US 11,941,080 B2
	System and method for learning human activities from video demonstrations using video augmentation
Quoc-Huy Tran, Redmond, WA (US); Muhammad Zeeshan Zia, Sammamish, WA (US); Andrey Konin, Redmond, WA (US); Sanjay Haresh, Karachi (PK); and Sateesh Kumar, Karachi (PK)
Assigned to Retrocausal, Inc., , WA (US)
Filed by Retrocausal, Inc., Sammamish, WA (US)
Filed on May 20, 2021, as Appl. No. 17/325,759.
Prior Publication US 2022/0374653 A1, Nov. 24, 2022
Int. Cl. G06F 18/214 (2023.01); G06N 20/00 (2019.01); G06T 3/00 (2006.01); G06T 7/194 (2017.01); G06V 20/40 (2022.01); G06V 40/20 (2022.01); H04N 5/272 (2006.01); H04N 7/01 (2006.01); H04N 13/111 (2018.01)

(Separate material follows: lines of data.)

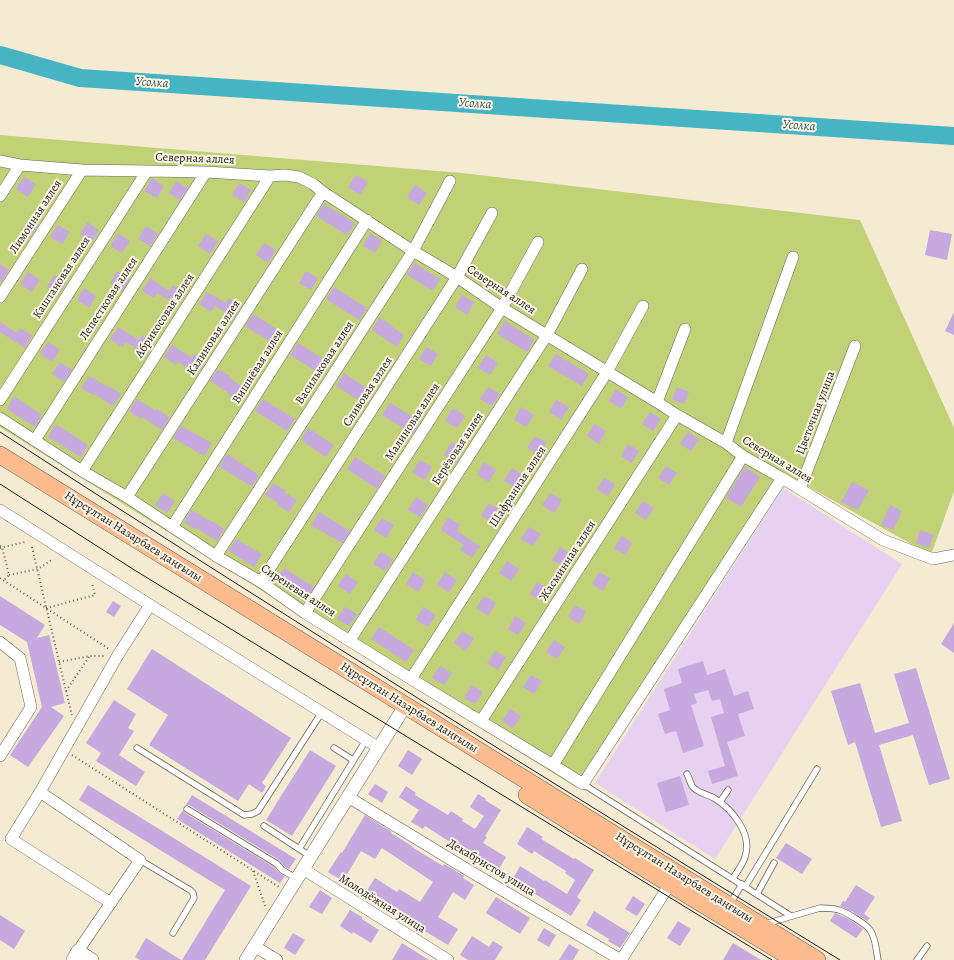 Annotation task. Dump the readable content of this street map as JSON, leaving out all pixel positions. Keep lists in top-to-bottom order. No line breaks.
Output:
{"streets":{"main road":["Нұрсұлтан Назарбаев даңғылы"],"street":["Северная аллея","Лимонная аллея","Каштановая аллея","Лепестковая аллея","Абрикосовая аллея","Калиновая аллея","Васильковая аллея","Вишнёвая аллея","Сливовая аллея","Цветочная улица","Малиновая аллея","Берёзовая аллея","Шафранная аллея","Жасминная аллея","Сиреневая аллея","Декабристов улица","Молодёжная улица"]},"crossings":[["Северная аллея","Лимонная аллея"],["Северная аллея","Каштановая аллея"],["Северная аллея","Лепестковая аллея"],["Северная аллея","Абрикосовая аллея"],["Северная аллея","Калиновая аллея"],["Северная аллея","Васильковая аллея"],["Северная аллея","Вишнёвая аллея"],["Северная аллея","Сливовая аллея"],["Северная аллея","Цветочная улица"],["Северная аллея","Малиновая аллея"],["Северная аллея","Берёзовая аллея"],["Северная аллея","Шафранная аллея"],["Северная аллея","Жасминная аллея"],["Лепестковая аллея","Сиреневая аллея"],["Абрикосовая аллея","Сиреневая аллея"],["Калиновая аллея","Сиреневая аллея"],["Васильковая аллея","Сиреневая аллея"],["Вишнёвая аллея","Сиреневая аллея"],["Сливовая аллея","Сиреневая аллея"],["Малиновая аллея","Сиреневая аллея"],["Берёзовая аллея","Сиреневая аллея"],["Шафранная аллея","Сиреневая аллея"],["Жасминная аллея","Сиреневая аллея"]],"water":["Усолка"]} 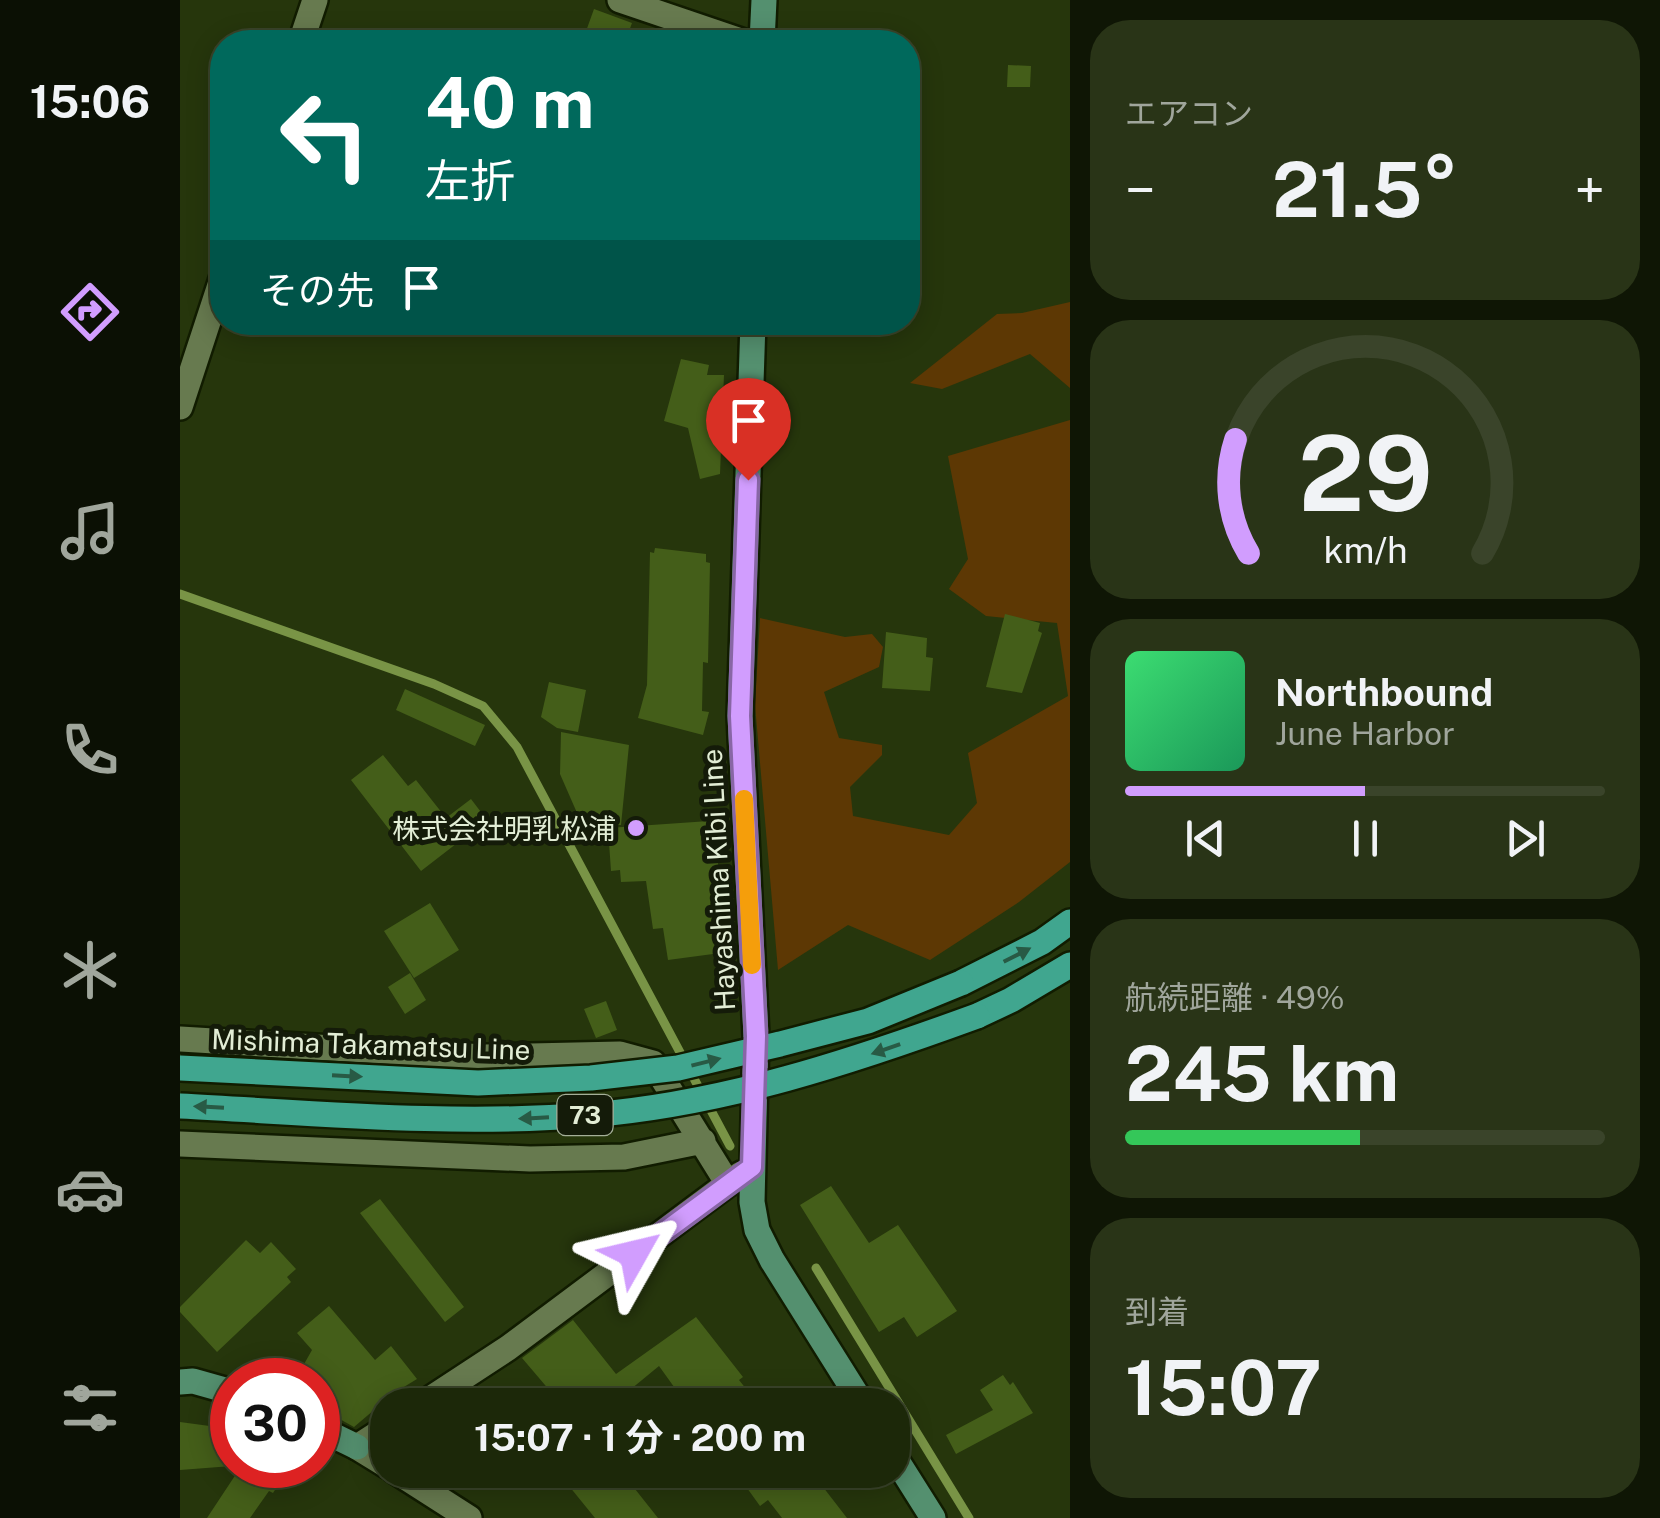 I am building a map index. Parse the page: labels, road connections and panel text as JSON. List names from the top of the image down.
{
  "streets": {
    "main road": ["Hayashima Kibi Line", "Mishima Takamatsu Line", "73"]
  },
  "places": ["株式会社明乳松浦"],
  "page": {
    "tabs": "15:06",
    "tile": [
      "エアコン",
      ["航続距離 · 49%", "245 km"],
      ["到着", "15:07"]
    ],
    "turn": ["40 m", "左折"],
    "heat": ["−", "21.5°", "+"],
    "then": "その先",
    "song": ["Northbound", "June Harbor"],
    "limit": "30",
    "trip": "15:07 · 1 分 · 200 m",
    "gauge": ["29", "km/h"]
  }
} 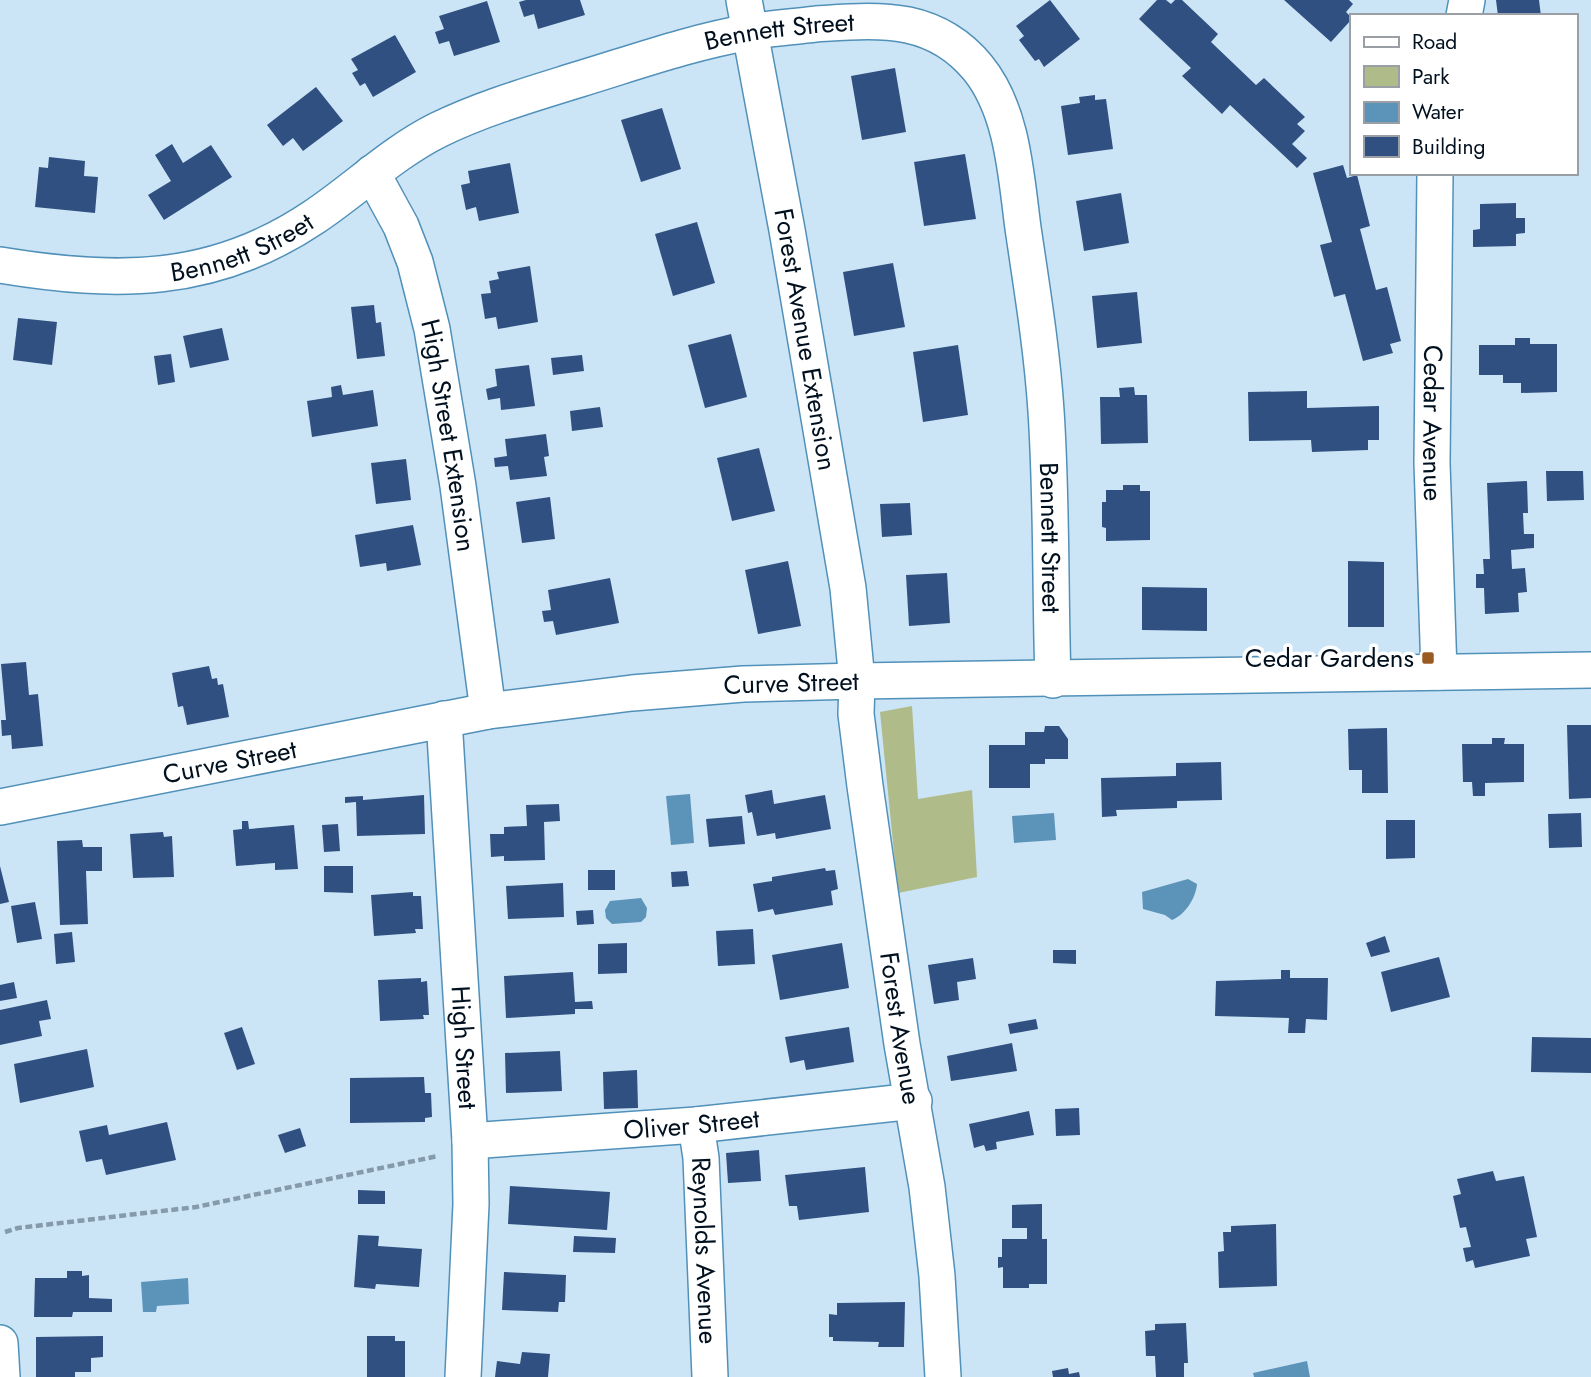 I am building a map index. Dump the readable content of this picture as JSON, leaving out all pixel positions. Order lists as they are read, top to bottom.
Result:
{
  "streets": {
    "street": [
      "Bennett Street",
      "Forest Avenue Extension",
      "Cedar Avenue",
      "High Street Extension",
      "Curve Street",
      "Forest Avenue",
      "High Street",
      "Oliver Street",
      "Reynolds Avenue"
    ]
  },
  "crossings": [
    ["Bennett Street", "Forest Avenue Extension"],
    ["Bennett Street", "High Street Extension"],
    ["Bennett Street", "Curve Street"],
    ["Forest Avenue Extension", "Curve Street"],
    ["Forest Avenue Extension", "Forest Avenue"],
    ["Cedar Avenue", "Curve Street"],
    ["High Street Extension", "Curve Street"],
    ["Curve Street", "Forest Avenue"],
    ["Curve Street", "High Street"],
    ["Forest Avenue", "Oliver Street"],
    ["High Street", "Oliver Street"],
    ["Oliver Street", "Reynolds Avenue"]
  ],
  "places": {
    "transit": ["Cedar Gardens"]
  },
  "legend": [
    "Road",
    "Park",
    "Water",
    "Building"
  ]
}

CPC G06F 18/214 (2023.01) [G06N 20/00 (2019.01); G06T 3/00 (2013.01); G06T 7/194 (2017.01); G06V 20/41 (2022.01); G06V 40/20 (2022.01); H04N 5/272 (2013.01); H04N 7/0127 (2013.01); H04N 7/0135 (2013.01); H04N 13/111 (2018.05); G06T 2207/10016 (2013.01); G06T 2207/20081 (2013.01)]

22 Claims

1. A deep learning based system for learning human activities from video demonstrations using video augmentation, the deep learning based system comprising:

one or more hardware processors; and

a memory coupled to the one or more hardware processors, wherein the memory comprises a plurality of subsystems in the form of programmable instructions executable by the one or more hardware processors, wherein the plurality of subsystem comprises:

a receiver subsystem configured for receiving one or more original videos from one or more data sources, wherein the one or more original videos comprises one or more human activities;

a video augmentation subsystem configured for processing the received one or more original videos using one or more video augmentation techniques to generate a set of augmented videos, wherein the one or more video augmentation techniques comprises: performing one or more image transformation configurations, foreground synthesis, background synthesis, speed variation, motion variation, viewpoint variation, segment editing, and obfuscation rendering;

a training video generator subsystem configured for generating a set of training videos by combining the received one or more original videos with the generated set of augmented videos;

a deep learning model generator subsystem configured for generating a deep learning model for the received one or more original videos based on the generated set of training videos;

a learning subsystem configured for learning the one or more human activities performed in the received one or more original videos by deploying the generated deep learning model; and

an output subsystem configured for outputting the learnt one or more human activities performed in the received one or more original videos on a user interface.